[INFORMATION PROVIDED]
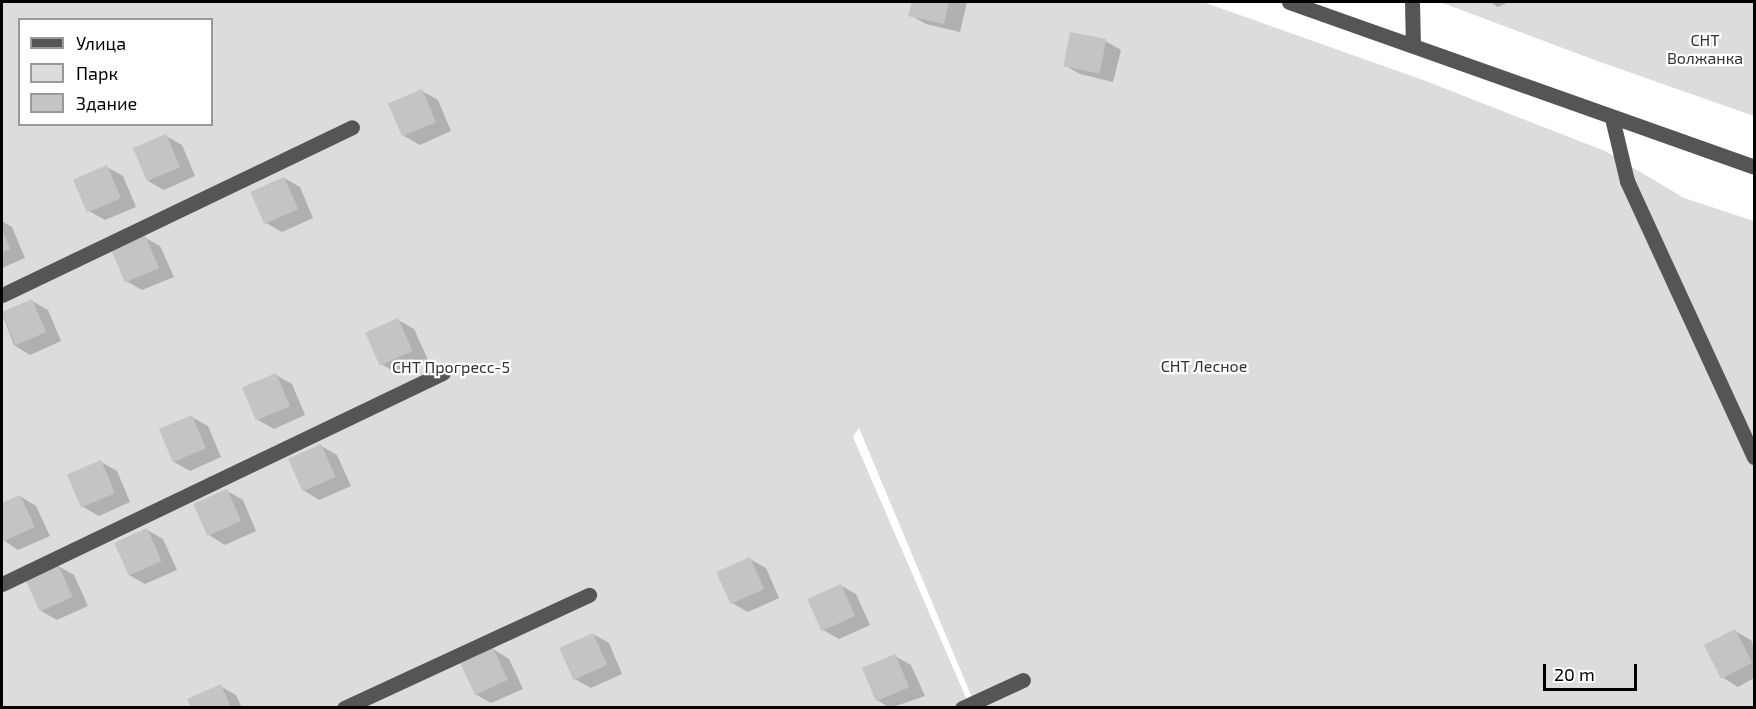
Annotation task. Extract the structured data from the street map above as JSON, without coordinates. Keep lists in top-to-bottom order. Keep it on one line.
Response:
{"parks":["СНТ Волжанка","СНТ Лесное","СНТ Прогресс-5"],"legend":["Улица","Парк","Здание"],"scale_bar":"20 m"}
[/INFORMATION PROVIDED]
YOUR INSTRUCTIONS
Write out the listing word for word, omitting the pictures it holds.

EXERCISE RESULT
Annotation task. Extract the structured data from the street map above as JSON, without coordinates. Keep lists in top-to-bottom order. Keep it on one line.
Response:
{"parks":["СНТ Волжанка","СНТ Лесное","СНТ Прогресс-5"],"legend":["Улица","Парк","Здание"],"scale_bar":"20 m"}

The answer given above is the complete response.